Exercise directions:
In the entries that follow, find the word "image" and report each line it is on.

(Collected data entries)

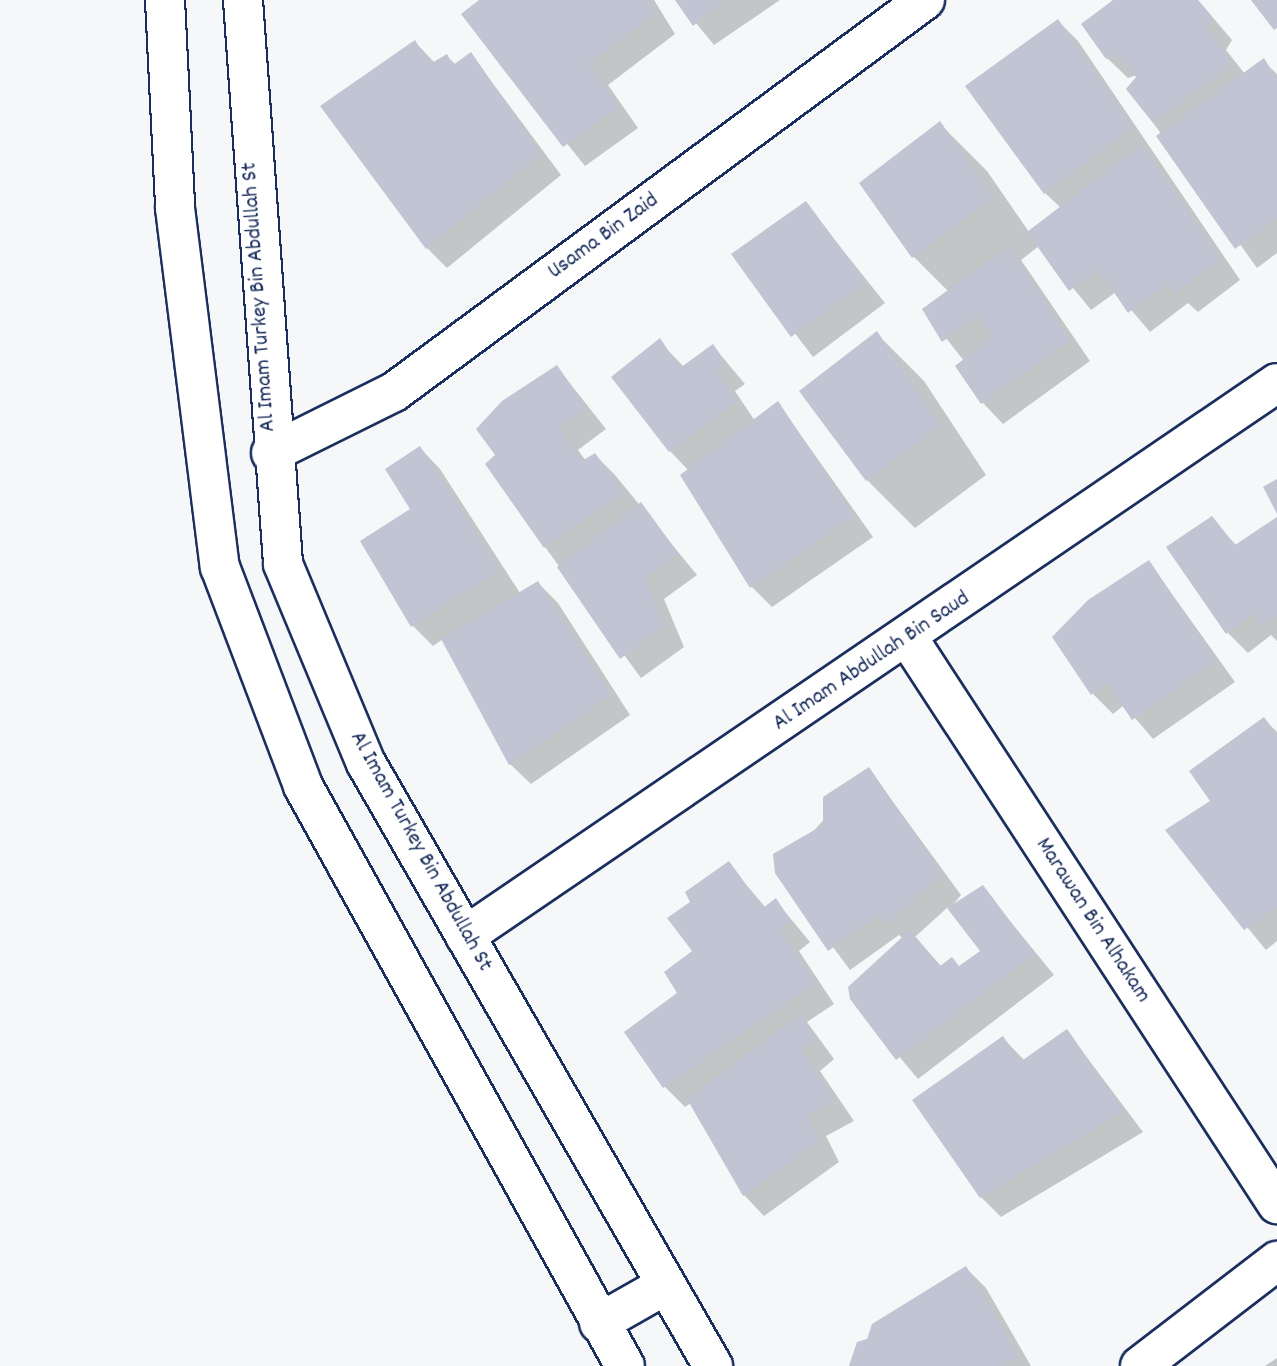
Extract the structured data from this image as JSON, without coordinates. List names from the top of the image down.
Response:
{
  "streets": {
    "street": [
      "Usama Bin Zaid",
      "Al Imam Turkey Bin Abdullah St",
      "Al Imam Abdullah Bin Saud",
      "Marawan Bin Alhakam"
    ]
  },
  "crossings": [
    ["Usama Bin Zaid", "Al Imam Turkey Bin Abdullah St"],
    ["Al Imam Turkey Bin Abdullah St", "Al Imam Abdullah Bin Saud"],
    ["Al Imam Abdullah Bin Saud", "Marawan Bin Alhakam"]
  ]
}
...
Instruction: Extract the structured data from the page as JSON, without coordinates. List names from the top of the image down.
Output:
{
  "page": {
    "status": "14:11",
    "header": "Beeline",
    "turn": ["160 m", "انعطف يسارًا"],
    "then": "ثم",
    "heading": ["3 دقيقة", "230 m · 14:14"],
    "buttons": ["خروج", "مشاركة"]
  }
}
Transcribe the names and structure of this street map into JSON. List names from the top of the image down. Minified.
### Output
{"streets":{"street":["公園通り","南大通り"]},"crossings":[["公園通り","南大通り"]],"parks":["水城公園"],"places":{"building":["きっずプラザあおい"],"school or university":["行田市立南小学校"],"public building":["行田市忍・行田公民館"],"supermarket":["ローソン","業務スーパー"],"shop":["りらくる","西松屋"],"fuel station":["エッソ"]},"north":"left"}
...
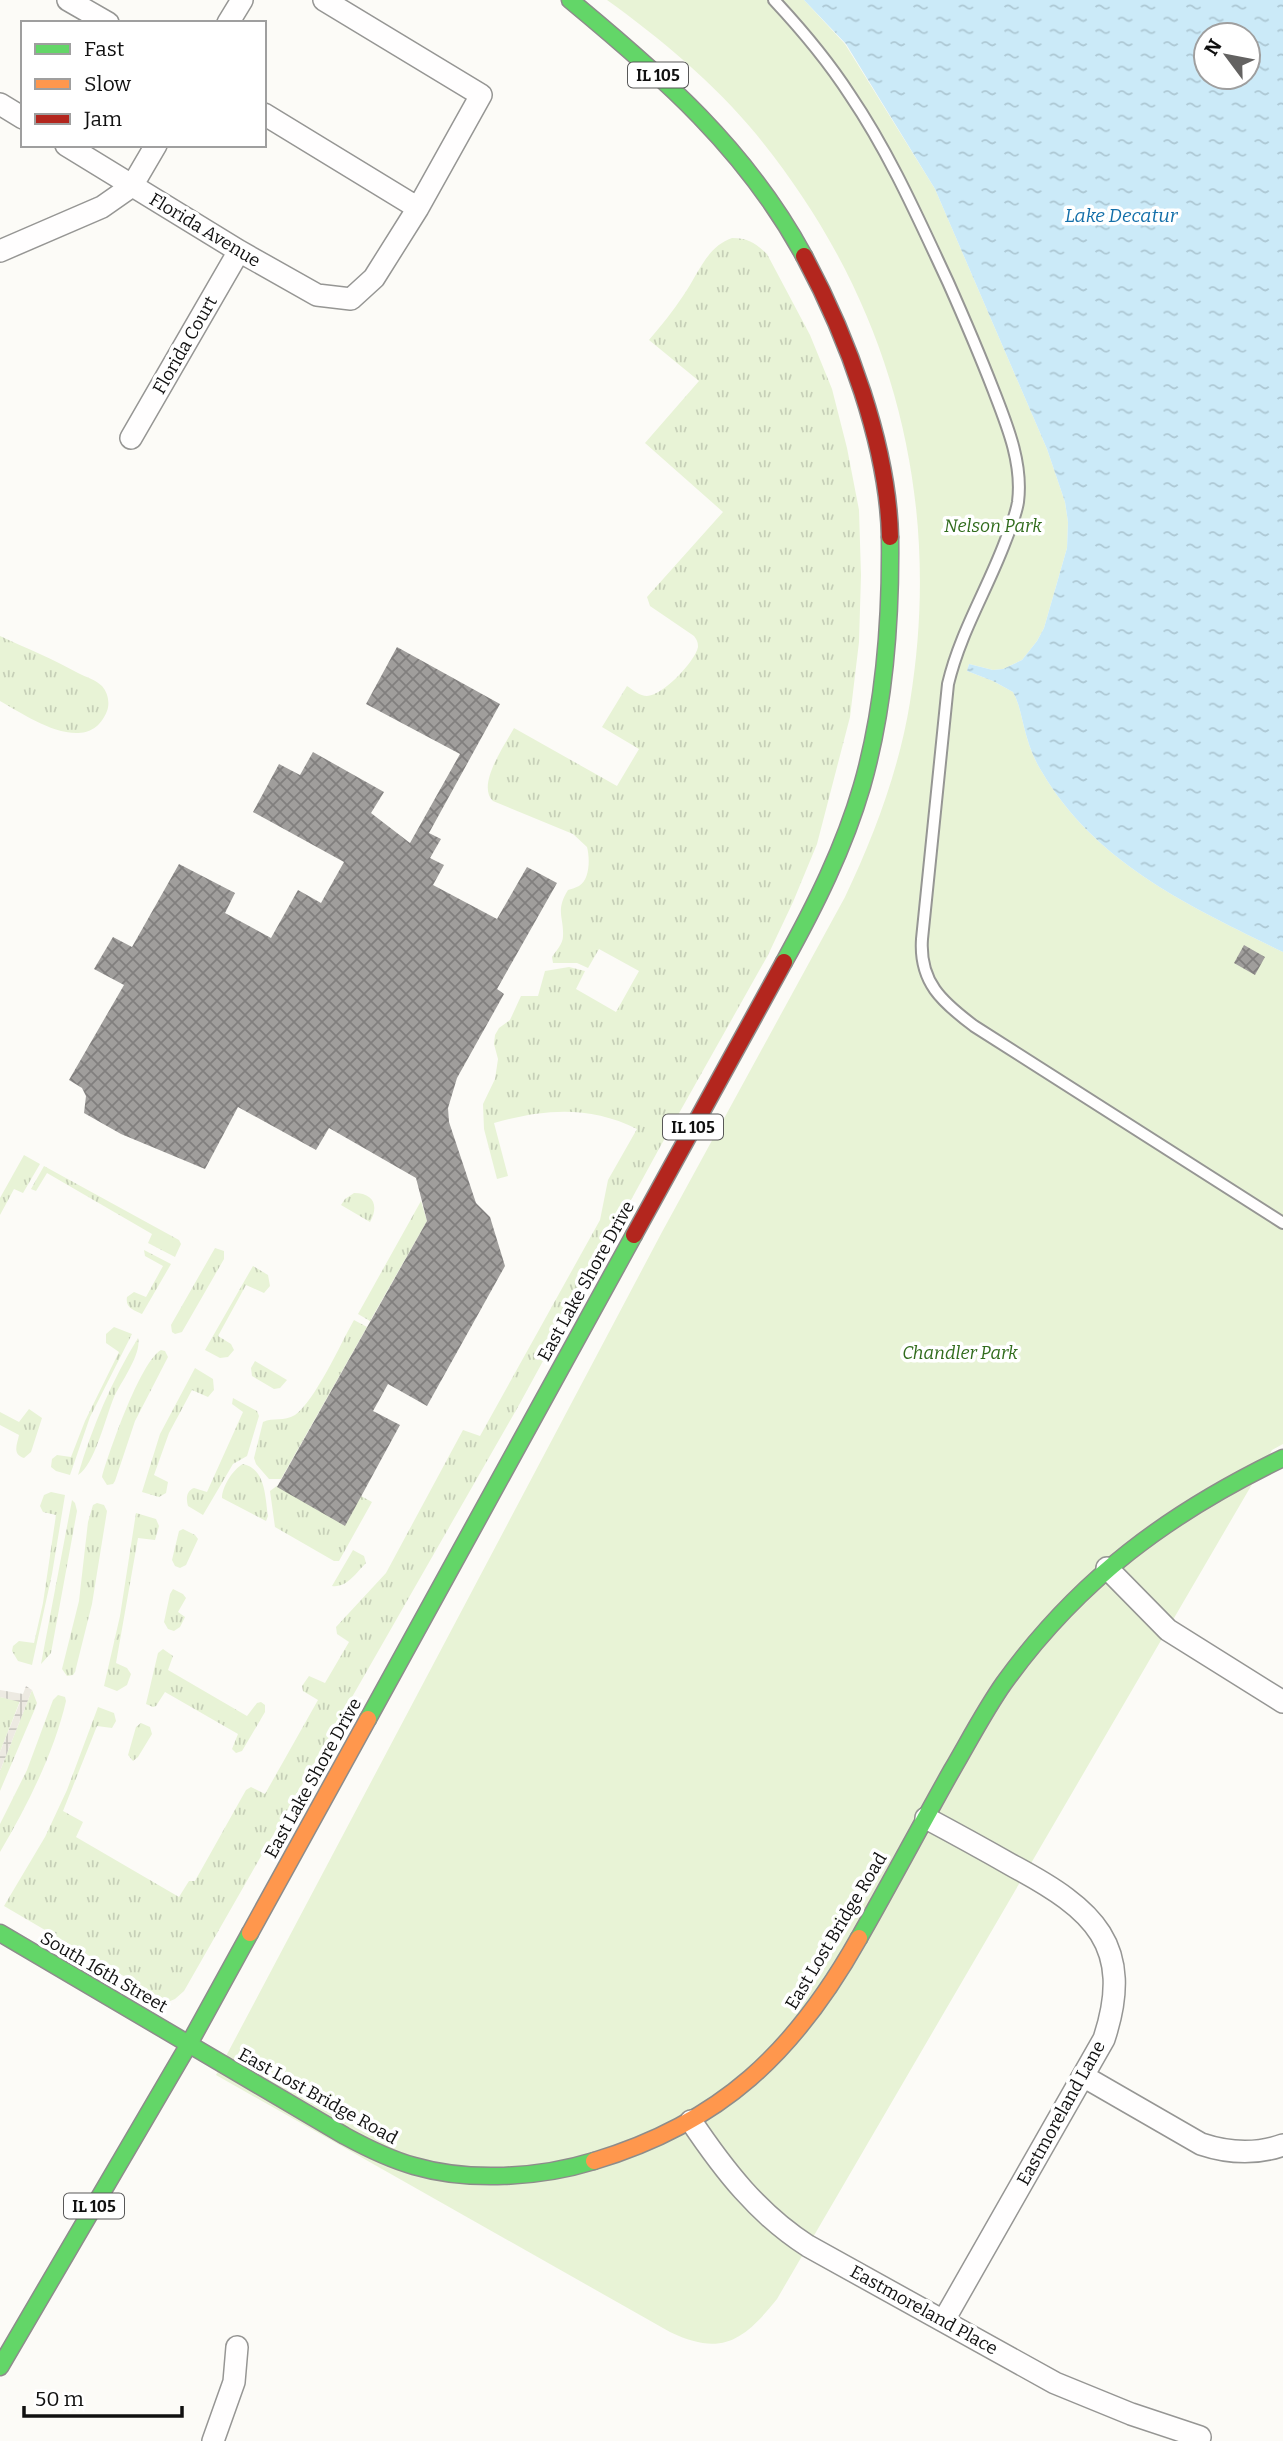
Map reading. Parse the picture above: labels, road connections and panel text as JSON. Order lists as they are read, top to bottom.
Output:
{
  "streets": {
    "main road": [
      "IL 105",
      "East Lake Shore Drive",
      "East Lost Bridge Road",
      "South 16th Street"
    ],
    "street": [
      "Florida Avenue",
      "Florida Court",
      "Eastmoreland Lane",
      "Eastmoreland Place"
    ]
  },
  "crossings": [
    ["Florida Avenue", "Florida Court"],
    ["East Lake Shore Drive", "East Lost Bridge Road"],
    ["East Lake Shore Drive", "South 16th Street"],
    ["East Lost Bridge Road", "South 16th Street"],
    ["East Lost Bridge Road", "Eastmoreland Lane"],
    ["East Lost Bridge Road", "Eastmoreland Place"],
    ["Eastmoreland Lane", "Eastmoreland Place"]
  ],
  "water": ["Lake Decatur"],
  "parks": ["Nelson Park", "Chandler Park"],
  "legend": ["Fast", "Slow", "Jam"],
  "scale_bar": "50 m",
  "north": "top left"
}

Exercise output:
Extract the structured data from this image as JSON, without coordinates. List names from the top of the image down.
Instruction: Extract the structured data from the page as JSON, without coordinates. List names from the top of the image down.
Transcribe the names and structure of this street map into JSON. List names from the top of the image down. Minified.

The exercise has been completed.